Pada tahun 2021 BKKBN mendapat mandat dari Presiden RI ke-7 Republik Indonesia menjadi Ketua Pelaksana Tim Percepatan Penurunan Stunting (PPS) di Indonesia. Amanah besar tersebut tertuang dalam Peraturan Presiden Nomor 72 tahun 2021 tentang Percepatan Penurunan Stunting. Namun dalam 3 tahun perjalanannya, penurunan prevalensi stunting belum mencapai target yang diharapkan. Kewenangan yang terbatas sebagai Lembaga Negara Non Kementerian menjadi salah satu faktor belum optimalnya koordinasi dan sinkronisasi kebijakan PPS secara horizontal (seluruh Kementerian/Lembaga terkait) maupun vertikal (pemerintah daerah).

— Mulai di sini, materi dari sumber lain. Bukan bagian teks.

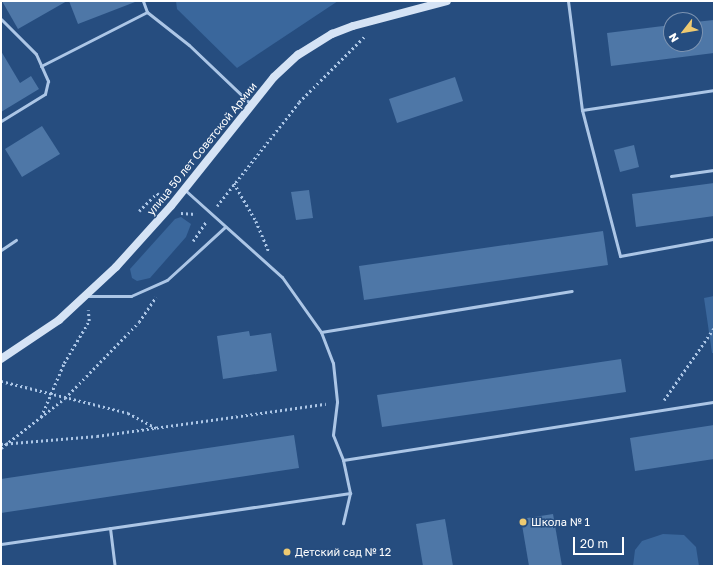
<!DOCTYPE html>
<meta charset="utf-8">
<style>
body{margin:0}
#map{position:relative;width:715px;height:567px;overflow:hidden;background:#264d7f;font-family:"Golos Text",sans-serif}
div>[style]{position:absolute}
.green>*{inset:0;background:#3a679c}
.building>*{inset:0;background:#4e77a7}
.path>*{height:2.5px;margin-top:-1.25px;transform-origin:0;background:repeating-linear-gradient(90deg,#acc6e6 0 2px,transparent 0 5px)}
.lane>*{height:3px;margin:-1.5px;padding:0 1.5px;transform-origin:1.5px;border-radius:1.5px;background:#acc6e6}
.secondary>*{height:8px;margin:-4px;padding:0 4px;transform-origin:4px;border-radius:4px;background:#d5e3f5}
.dots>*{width:11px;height:11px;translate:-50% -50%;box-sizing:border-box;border:2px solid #264d7f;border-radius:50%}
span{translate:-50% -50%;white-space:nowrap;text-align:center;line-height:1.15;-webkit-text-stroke:3px #264d7f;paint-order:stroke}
.street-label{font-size:11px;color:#fff}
.poi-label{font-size:11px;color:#fff}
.left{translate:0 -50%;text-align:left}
.frame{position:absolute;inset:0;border:2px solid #fff;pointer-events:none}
.north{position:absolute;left:663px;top:12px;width:40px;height:40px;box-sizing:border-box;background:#264d7f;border:1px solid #7d94b2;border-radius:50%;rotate:239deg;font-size:11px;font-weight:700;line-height:16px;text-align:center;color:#fff}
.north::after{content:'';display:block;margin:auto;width:14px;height:18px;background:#eeca71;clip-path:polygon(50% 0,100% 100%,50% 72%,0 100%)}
.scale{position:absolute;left:573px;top:537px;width:51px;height:18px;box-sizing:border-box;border:2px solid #fff;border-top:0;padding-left:5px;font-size:12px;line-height:14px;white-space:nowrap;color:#fff;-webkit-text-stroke:3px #264d7f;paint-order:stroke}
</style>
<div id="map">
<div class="green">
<i style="clip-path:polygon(176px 1px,338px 1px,237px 68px,177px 9px)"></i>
<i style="clip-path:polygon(181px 217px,191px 224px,186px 237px,150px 278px,137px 281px,132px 278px,130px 269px,175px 219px)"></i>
<i style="clip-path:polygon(714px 296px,714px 353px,712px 353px,704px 298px)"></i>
<i style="clip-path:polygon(663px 534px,684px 535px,696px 547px,699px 566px,633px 566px,635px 550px,642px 541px)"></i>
</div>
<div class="building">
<i style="clip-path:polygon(2px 1px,67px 1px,18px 29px)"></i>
<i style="clip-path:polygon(69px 1px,135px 1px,135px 2px,78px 24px)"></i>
<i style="clip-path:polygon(714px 20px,714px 53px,611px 66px,607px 33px,671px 25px,671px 44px,695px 44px,695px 22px)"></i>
<i style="clip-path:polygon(1px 51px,20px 83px,31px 76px,39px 89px,1px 112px)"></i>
<i style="clip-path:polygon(455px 77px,463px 101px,397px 123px,389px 99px)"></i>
<i style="clip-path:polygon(42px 126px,60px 154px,22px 177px,5px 149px)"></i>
<i style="clip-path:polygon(634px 145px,639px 167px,620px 172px,614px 150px)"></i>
<i style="clip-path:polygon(714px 183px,714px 216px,636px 227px,632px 194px)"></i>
<i style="clip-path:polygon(309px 190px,313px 218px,296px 220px,291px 192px)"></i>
<i style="clip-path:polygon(603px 231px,608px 265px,364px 300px,359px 266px)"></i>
<i style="clip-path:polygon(249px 331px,250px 336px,271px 333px,277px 371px,223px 379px,217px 336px)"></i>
<i style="clip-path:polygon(621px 359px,626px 392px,382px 427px,377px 395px)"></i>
<i style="clip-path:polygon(714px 425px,714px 459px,635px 471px,630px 438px)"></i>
<i style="clip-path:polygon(294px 435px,299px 468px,1px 513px,1px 479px)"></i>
<i style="clip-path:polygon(553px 514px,562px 566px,529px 566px,521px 519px)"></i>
<i style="clip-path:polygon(445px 519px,453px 566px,423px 566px,416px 524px)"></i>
</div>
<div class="path">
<i style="left:234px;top:183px;width:44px;rotate:59.9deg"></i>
<i style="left:256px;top:221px;width:33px;rotate:67deg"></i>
<i style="left:217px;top:206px;width:132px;rotate:-51.7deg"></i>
<i style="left:299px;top:102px;width:93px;rotate:-45deg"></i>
<i style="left:139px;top:211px;width:25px;rotate:-45deg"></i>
<i style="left:157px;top:193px;width:7px;rotate:45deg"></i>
<i style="left:181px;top:213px;width:15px;rotate:4deg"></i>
<i style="left:193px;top:241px;width:23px;rotate:-56deg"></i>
<i style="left:1px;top:381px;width:131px;rotate:14.1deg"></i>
<i style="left:128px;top:413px;width:32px;rotate:28deg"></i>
<i style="left:664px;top:400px;width:88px;rotate:-55.2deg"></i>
<i style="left:41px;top:417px;width:59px;rotate:-66.9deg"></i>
<i style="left:64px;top:363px;width:49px;rotate:-59.2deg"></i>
<i style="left:89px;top:321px;width:11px;rotate:-95deg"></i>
<i style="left:1px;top:444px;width:96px;rotate:-4.8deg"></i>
<i style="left:97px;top:436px;width:231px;rotate:-8deg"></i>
<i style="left:1px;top:448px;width:81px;rotate:-38deg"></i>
<i style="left:65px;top:398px;width:106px;rotate:-45.8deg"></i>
<i style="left:139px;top:322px;width:30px;rotate:-56deg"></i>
</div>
<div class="lane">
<i style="left:143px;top:1px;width:12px;rotate:70deg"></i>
<i style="left:147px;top:12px;width:53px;rotate:38.2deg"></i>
<i style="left:189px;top:45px;width:86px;rotate:43.6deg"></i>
<i style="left:568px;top:1px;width:110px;rotate:82.7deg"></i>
<i style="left:582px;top:110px;width:134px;rotate:-8.6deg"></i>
<i style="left:1px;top:19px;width:49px;rotate:45deg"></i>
<i style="left:36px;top:54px;width:30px;rotate:66deg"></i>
<i style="left:48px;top:81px;width:13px;rotate:103deg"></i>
<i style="left:45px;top:94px;width:52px;rotate:148.5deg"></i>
<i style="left:41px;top:66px;width:119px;rotate:-27deg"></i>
<i style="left:582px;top:110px;width:151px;rotate:75.4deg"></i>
<i style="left:620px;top:256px;width:96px;rotate:-10.3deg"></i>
<i style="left:671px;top:176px;width:43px;rotate:-7.9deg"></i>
<i style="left:185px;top:190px;width:130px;rotate:41.9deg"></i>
<i style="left:282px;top:277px;width:67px;rotate:54.7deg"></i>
<i style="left:321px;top:332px;width:33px;rotate:69deg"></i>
<i style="left:333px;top:363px;width:39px;rotate:84deg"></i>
<i style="left:337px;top:402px;width:33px;rotate:97deg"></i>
<i style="left:333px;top:435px;width:27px;rotate:68deg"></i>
<i style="left:343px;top:460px;width:34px;rotate:78deg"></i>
<i style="left:350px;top:493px;width:31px;rotate:103deg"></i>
<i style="left:1px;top:250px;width:18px;rotate:-34deg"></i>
<i style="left:86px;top:296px;width:45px"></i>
<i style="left:131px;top:296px;width:39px;rotate:-24deg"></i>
<i style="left:167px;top:280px;width:79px;rotate:-42.4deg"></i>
<i style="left:321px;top:332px;width:254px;rotate:-9.3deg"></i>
<i style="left:343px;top:460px;width:376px;rotate:-8.9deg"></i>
<i style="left:110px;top:528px;width:38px;rotate:83deg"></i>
<i style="left:1px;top:544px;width:353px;rotate:-8.3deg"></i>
</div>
<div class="secondary">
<i style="left:1px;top:359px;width:70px;rotate:-33.9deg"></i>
<i style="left:59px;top:320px;width:78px;rotate:-42.9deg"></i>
<i style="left:116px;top:267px;width:82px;rotate:-48deg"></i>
<i style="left:171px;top:206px;width:165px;rotate:-51.4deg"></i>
<i style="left:274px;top:77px;width:33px;rotate:-43deg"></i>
<i style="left:298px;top:55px;width:40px;rotate:-32deg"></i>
<i style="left:332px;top:34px;width:22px;rotate:-21deg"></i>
<i style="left:353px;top:26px;width:97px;rotate:-14.9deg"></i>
</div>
<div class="dots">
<i style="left:523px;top:522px;background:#eeca71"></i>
<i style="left:287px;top:552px;background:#eeca71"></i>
</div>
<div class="street-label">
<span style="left:202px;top:149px;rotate:-51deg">улица 50 лет Советской Армии</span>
</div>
<div class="poi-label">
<span class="left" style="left:531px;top:522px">Школа № 1</span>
<span class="left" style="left:295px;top:552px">Детский сад № 12</span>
</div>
<div class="frame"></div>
<div class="north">N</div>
<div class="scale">20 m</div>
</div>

Untuk mengatasi masalah kependudukan khususnya stunting, KemenKPK/BKKBN tidak dapat berjuang sendiri, perlu adanya kerja sama dengan semua pihak terkait. Adapun pihak terkait yang dimaksud merupakan kolaborasi pentahelix yang melibatkan unsur pemerintah, akademisi, pelaku usaha, media, dan masyarakat. Semua pihak harus saling mendukung dan memberikan perannya masing-masing. Selain itu juga penanganan stunting membutuhkan proses yang panjang, utamanya dimulai dari perbaikan kondisi kesehatan remaja yang nantinya akan menjadi ibu dan kondisi ibu hamil sampai dengan bayi berusia 2 tahun. Memerangi stunting membutuhkan kesabaran dan komitmen bersama.

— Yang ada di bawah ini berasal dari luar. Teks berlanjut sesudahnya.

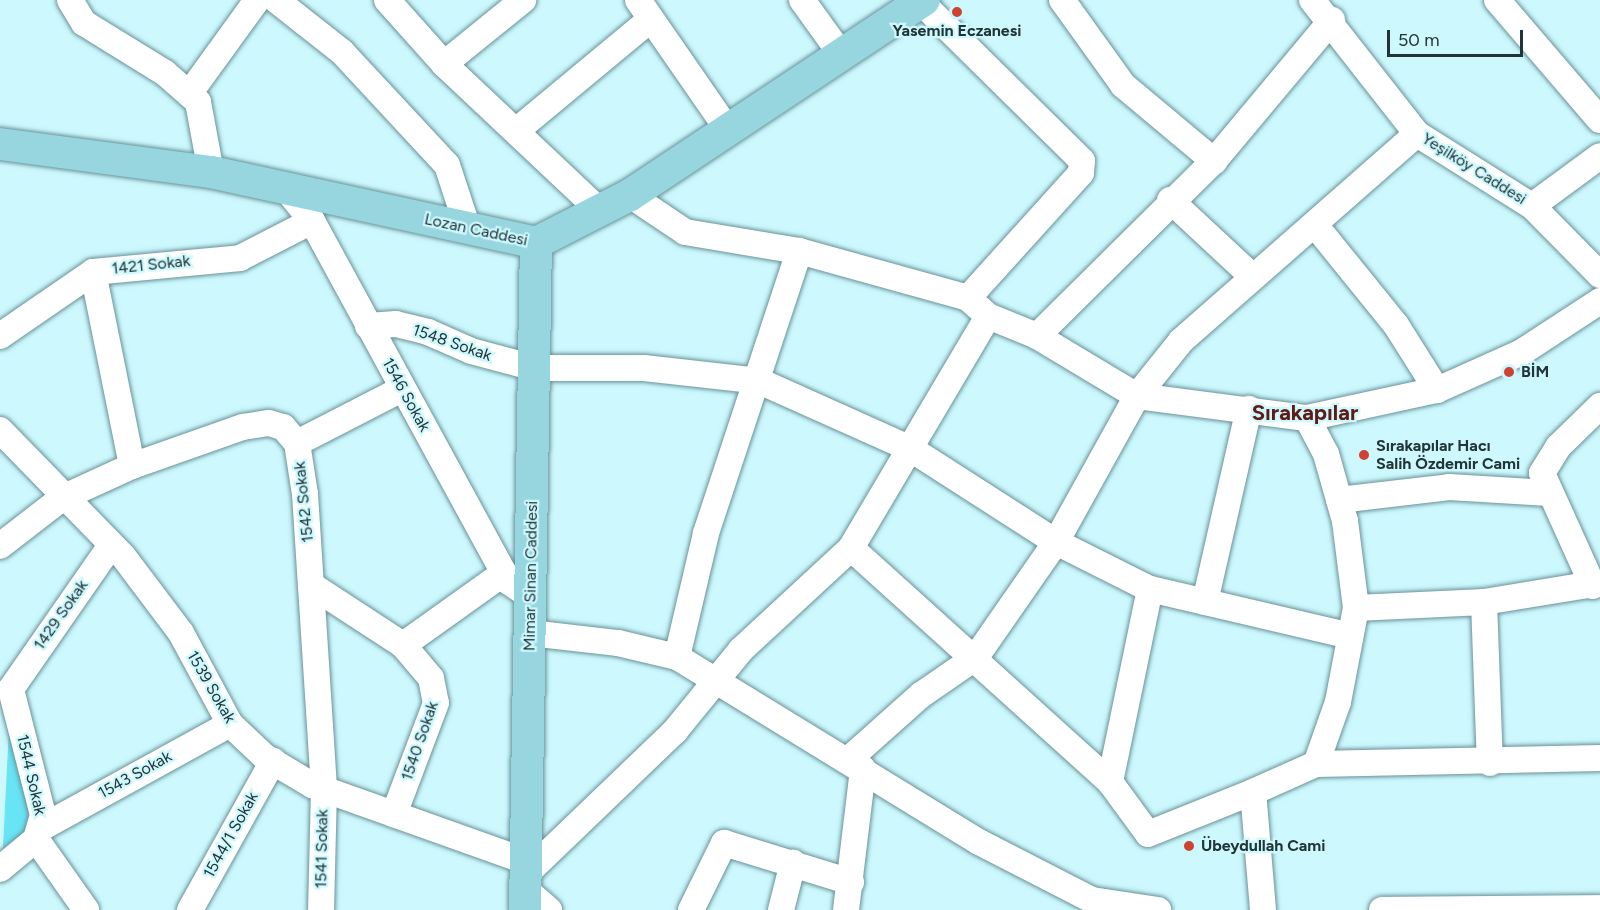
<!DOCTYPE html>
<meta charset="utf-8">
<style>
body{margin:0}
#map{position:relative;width:1600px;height:910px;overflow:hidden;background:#ccf8fe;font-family:Figtree,sans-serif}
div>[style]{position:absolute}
.green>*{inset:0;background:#68e4f5}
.roads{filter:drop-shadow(0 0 2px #699297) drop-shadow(0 0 2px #699297)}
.minor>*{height:26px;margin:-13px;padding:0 13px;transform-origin:13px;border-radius:13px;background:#fff}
.major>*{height:32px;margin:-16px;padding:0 16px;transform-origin:16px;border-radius:16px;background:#98d6df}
.dots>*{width:16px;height:16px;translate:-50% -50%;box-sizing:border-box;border:3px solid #ccf8fe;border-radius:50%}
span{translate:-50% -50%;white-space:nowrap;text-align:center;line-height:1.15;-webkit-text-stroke:4.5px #ccf8fe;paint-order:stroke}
.poi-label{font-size:16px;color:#233436;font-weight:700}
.left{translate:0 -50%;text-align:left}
.street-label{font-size:16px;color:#233436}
.district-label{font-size:22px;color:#5f1b14;font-weight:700}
.scale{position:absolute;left:1387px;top:30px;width:136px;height:27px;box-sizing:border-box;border:3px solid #233436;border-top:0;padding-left:8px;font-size:18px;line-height:21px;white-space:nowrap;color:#233436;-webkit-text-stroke:4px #ccf8fe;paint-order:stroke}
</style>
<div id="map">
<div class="green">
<i style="clip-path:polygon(11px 689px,43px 815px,2px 866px)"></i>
</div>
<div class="roads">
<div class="minor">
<i style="left:70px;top:0;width:27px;rotate:59deg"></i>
<i style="left:84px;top:23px;width:95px;rotate:31.7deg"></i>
<i style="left:165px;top:73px;width:44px;rotate:41.3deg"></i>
<i style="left:198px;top:102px;width:71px;rotate:79.5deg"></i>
<i style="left:276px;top:0;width:84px;rotate:38.2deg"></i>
<i style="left:342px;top:52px;width:154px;rotate:47.1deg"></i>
<i style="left:447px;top:165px;width:67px;rotate:71.8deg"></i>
<i style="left:387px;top:0;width:86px;rotate:48.3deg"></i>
<i style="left:444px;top:64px;width:216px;rotate:43.3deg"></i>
<i style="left:638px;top:0;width:158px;rotate:55.3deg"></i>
<i style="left:802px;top:0;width:67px;rotate:54.2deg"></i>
<i style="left:919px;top:0;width:229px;rotate:44.6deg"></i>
<i style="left:1082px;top:161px;width:12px;rotate:95deg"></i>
<i style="left:1081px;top:173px;width:169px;rotate:132.1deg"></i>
<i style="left:1062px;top:0;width:105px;rotate:54.3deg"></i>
<i style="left:1123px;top:85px;width:119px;rotate:39.9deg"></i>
<i style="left:1312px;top:0;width:170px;rotate:51.9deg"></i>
<i style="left:1417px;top:134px;width:136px;rotate:32.1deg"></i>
<i style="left:1532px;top:206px;width:97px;rotate:45.4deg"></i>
<i style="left:1497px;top:0;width:158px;rotate:49.4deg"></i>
<i style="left:444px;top:64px;width:102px;rotate:-39deg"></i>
<i style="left:189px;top:94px;width:116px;rotate:-54.1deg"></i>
<i style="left:516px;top:131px;width:175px;rotate:-39.7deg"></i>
<i style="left:286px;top:189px;width:41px;rotate:50.9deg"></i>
<i style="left:312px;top:221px;width:411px;rotate:61.4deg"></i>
<i style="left:509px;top:582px;width:25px;rotate:34deg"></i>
<i style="left:630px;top:195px;width:66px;rotate:33.9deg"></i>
<i style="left:685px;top:232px;width:116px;rotate:9.5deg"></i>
<i style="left:799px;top:251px;width:175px;rotate:15.5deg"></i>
<i style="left:968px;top:298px;width:27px;rotate:42deg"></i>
<i style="left:988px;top:316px;width:53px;rotate:22.2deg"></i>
<i style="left:1037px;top:336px;width:117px;rotate:31deg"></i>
<i style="left:1137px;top:396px;width:171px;rotate:7.4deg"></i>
<i style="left:1307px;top:418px;width:133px;rotate:-12.2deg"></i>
<i style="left:1437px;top:390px;width:93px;rotate:-24.1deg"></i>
<i style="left:1522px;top:352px;width:93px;rotate:-33.2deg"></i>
<i style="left:1170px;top:200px;width:113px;rotate:42.9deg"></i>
<i style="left:1532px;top:206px;width:84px;rotate:-36.3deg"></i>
<i style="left:1315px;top:225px;width:129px;rotate:51deg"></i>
<i style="left:1396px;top:325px;width:77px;rotate:57.8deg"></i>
<i style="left:93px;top:272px;width:198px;rotate:78.6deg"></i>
<i style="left:368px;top:326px;width:28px;rotate:-4deg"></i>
<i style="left:396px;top:324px;width:33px;rotate:14deg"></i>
<i style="left:428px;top:332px;width:47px;rotate:23.8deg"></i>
<i style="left:471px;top:351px;width:66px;rotate:14.9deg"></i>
<i style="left:535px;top:368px;width:109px"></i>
<i style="left:644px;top:368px;width:116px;rotate:6.4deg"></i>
<i style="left:759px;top:381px;width:167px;rotate:24.1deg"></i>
<i style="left:911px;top:449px;width:172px;rotate:32.7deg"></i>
<i style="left:1056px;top:542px;width:105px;rotate:26.6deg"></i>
<i style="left:1150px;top:589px;width:205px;rotate:13.2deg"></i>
<i style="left:0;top:336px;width:113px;rotate:-34.5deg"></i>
<i style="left:93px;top:272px;width:148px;rotate:-5.4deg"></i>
<i style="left:240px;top:258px;width:81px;rotate:-27.2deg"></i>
<i style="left:1037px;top:336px;width:249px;rotate:-44.7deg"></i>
<i style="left:1214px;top:161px;width:184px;rotate:-50.1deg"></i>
<i style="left:0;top:430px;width:176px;rotate:45.7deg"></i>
<i style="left:123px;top:556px;width:96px;rotate:53deg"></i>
<i style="left:181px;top:633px;width:103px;rotate:61.7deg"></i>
<i style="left:230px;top:724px;width:48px;rotate:43.3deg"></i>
<i style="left:265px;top:757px;width:55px;rotate:30.8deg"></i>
<i style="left:312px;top:785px;width:227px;rotate:19.6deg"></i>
<i style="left:297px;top:443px;width:118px;rotate:-27.2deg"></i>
<i style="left:1339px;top:500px;width:111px;rotate:-6.7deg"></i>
<i style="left:1449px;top:487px;width:100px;rotate:3.4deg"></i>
<i style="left:0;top:546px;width:78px;rotate:-37.7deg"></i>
<i style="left:62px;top:498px;width:77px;rotate:-24.6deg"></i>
<i style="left:132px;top:466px;width:118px;rotate:-19.4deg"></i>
<i style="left:243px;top:427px;width:26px;rotate:-9deg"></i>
<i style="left:269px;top:423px;width:15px;rotate:16deg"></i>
<i style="left:283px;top:427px;width:21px;rotate:49deg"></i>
<i style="left:297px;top:443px;width:52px;rotate:81.1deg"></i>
<i style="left:305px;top:494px;width:296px;rotate:86.3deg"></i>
<i style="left:324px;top:789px;width:121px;rotate:91.4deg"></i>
<i style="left:851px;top:548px;width:349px;rotate:42.1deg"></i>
<i style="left:1110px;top:782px;width:64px;rotate:53.8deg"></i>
<i style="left:1148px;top:834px;width:113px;rotate:-21.8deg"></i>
<i style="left:311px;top:585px;width:110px;rotate:33.1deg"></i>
<i style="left:403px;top:645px;width:43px;rotate:49.7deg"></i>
<i style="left:431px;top:678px;width:25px;rotate:79deg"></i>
<i style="left:436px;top:703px;width:119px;rotate:110.7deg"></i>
<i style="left:1593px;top:586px;width:124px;rotate:-114.3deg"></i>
<i style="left:1542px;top:473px;width:31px;rotate:-58deg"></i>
<i style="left:1558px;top:447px;width:59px;rotate:-44.3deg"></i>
<i style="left:1205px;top:602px;width:198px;rotate:-77.2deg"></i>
<i style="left:1484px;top:602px;width:161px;rotate:87.9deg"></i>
<i style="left:1356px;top:608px;width:128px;rotate:-2.7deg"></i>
<i style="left:1484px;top:602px;width:118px;rotate:-9.3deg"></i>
<i style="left:530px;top:633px;width:89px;rotate:6.5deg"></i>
<i style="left:618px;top:643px;width:61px;rotate:13.3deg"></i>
<i style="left:677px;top:657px;width:354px;rotate:31.5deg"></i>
<i style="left:979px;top:842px;width:127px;rotate:27.2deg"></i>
<i style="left:1092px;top:900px;width:67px;rotate:8.6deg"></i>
<i style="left:403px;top:645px;width:124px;rotate:-35.5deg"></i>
<i style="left:677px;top:657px;width:127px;rotate:-76.8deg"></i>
<i style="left:706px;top:533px;width:297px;rotate:-71.7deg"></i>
<i style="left:848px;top:760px;width:98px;rotate:-41.7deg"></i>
<i style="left:921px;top:695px;width:67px;rotate:-34.6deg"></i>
<i style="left:976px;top:657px;width:140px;rotate:-55.2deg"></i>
<i style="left:1056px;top:542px;width:167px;rotate:-61deg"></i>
<i style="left:1137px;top:396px;width:70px;rotate:-51.3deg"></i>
<i style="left:1181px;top:341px;width:314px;rotate:-41.3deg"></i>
<i style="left:1316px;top:764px;width:284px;rotate:-1.2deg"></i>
<i style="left:1110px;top:782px;width:197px;rotate:-78.3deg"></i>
<i style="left:41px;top:828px;width:216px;rotate:-28.8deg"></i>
<i style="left:36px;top:839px;width:87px;rotate:54.8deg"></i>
<i style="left:0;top:869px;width:47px;rotate:-39.8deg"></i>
<i style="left:36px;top:839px;width:25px;rotate:-74deg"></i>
<i style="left:43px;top:815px;width:130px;rotate:-104.3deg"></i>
<i style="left:11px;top:689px;width:175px;rotate:-55.2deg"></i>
<i style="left:526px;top:874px;width:207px;rotate:-43.8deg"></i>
<i style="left:675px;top:731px;width:104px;rotate:-50.8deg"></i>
<i style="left:741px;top:650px;width:150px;rotate:-42.8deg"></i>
<i style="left:851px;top:548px;width:269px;rotate:-59.4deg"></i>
<i style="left:525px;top:889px;width:32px;rotate:41deg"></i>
<i style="left:190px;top:910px;width:171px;rotate:-60.9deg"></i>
<i style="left:691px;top:910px;width:75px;rotate:-63.8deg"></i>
<i style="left:724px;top:843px;width:133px;rotate:17.1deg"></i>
<i style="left:781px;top:910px;width:49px;rotate:-75.7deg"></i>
<i style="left:846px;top:910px;width:142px;rotate:-83.1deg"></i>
<i style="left:1263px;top:910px;width:118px;rotate:-94.8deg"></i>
<i style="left:1253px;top:792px;width:69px;rotate:-24deg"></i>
<i style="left:1316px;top:764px;width:66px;rotate:-70.5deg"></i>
<i style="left:1338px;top:702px;width:96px;rotate:-79.2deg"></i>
<i style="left:1356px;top:608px;width:88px;rotate:-97.2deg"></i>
<i style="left:1345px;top:521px;width:70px;rotate:-105.8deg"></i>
<i style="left:1326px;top:454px;width:41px;rotate:-117.8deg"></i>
<i style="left:1382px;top:910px;width:218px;rotate:-0.5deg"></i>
</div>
<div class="major">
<i style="left:0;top:144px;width:213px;rotate:7.6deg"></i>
<i style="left:211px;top:172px;width:333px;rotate:12.3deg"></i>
<i style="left:536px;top:243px;width:106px;rotate:-27.1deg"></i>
<i style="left:630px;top:195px;width:353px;rotate:-33.6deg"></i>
<i style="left:525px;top:910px;width:667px;rotate:-89.06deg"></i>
</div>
</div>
<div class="dots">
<i style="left:957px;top:12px;background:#ce4232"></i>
<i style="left:1509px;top:372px;background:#ce4232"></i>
<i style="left:1364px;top:455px;background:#ce4232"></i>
<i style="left:1189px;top:846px;background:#ce4232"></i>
</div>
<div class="poi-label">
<span style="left:957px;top:31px">Yasemin Eczanesi</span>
<span class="left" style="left:1521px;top:372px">BİM</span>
<span class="left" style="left:1376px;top:455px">Sırakapılar Hacı<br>Salih Özdemir Cami</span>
<span class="left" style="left:1201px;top:846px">Übeydullah Cami</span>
</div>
<div class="street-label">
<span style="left:1474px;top:169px;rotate:32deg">Yeşilköy Caddesi</span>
<span style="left:476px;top:230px;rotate:12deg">Lozan Caddesi</span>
<span style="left:151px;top:265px;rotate:-6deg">1421 Sokak</span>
<span style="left:452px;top:343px;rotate:19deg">1548 Sokak</span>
<span style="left:406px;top:395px;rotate:61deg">1546 Sokak</span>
<span style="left:304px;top:502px;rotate:-96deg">1542 Sokak</span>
<span style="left:531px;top:576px;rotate:-89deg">Mimar Sinan Caddesi</span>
<span style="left:61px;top:615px;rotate:-55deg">1429 Sokak</span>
<span style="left:211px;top:687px;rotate:60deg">1539 Sokak</span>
<span style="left:420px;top:741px;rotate:-71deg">1540 Sokak</span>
<span style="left:31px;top:775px;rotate:77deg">1544 Sokak</span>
<span style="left:135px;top:775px;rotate:-29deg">1543 Sokak</span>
<span style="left:231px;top:835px;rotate:-61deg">1544/1 Sokak</span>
<span style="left:322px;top:849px;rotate:-89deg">1541 Sokak</span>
</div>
<div class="district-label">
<span style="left:1305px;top:413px">Sırakapılar</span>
</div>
<div class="scale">50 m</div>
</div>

Keluarga, tempat pertama seorang anak mengenal dunia dan segala isinya, memiliki andil yang besar terhadap kualitas tumbuh kembangnya. Untuk itu, pentingnya menggunakan pendekatan keluarga sebagai strategi memecahkan berbagai permasalahan penduduk khususnya stunting dimana keluarga menjadi awal mula penyebab stunting itu berasal. Keluarga yang memiliki faktor risiko stunting seperti kemiskinan, pendidikan rendah, ada anggota keluarga yang merokok, sanitasi dan air minum tidak layak, kehamilan yang tidak disadari biasa disebut dengan keluarga berisiko stunting. Beberapa risiko tersebut dapat dicegah apabila keluarga dibangun atas dasar perencanaan yang baik.

Pembangunan keluarga melalui perencanaan berkeluarga yang baik tidak hanya menjadi salah satu upaya menurunkan stunting tetapi juga dapat berkontribusi pada permasalahan kependudukan yang lain seperti kematian ibu, kematian bayi, termasuk pengangguran dan perceraian. Perencanaan keluarga dapat dimulai sejak remaja dengan beberapa hal yang dapat direncanakan yaitu merencanakan usia pernikahan, merencanakan menjadi orang tua yang sehat, mengatur jumlah anak dan jarak kelahirannya, serta merencanakan perawatan dan pengasuhan anak. Upaya pembangunan keluarga tersebut juga tidak terlepas dari peran dan dukungan seluruh pihak termasuk masyarakat.

Transformasi BKKBN dari sebuah badan menjadi kementerian diharapkan memberi kekuatan lebih untuk merangkul seluruh stakeholder dalam rangka bahu membahu mengurai permasalahan kependudukan di Indonesia. Harapannya, tidak hanya bertransformasi secara kelembagaan tetapi juga bermetamorfosis meluaskan kebermafaatan demi terciptanya keluarga berkualitas yang menjadi modal utama tercapainya Indonesia Emas 2045.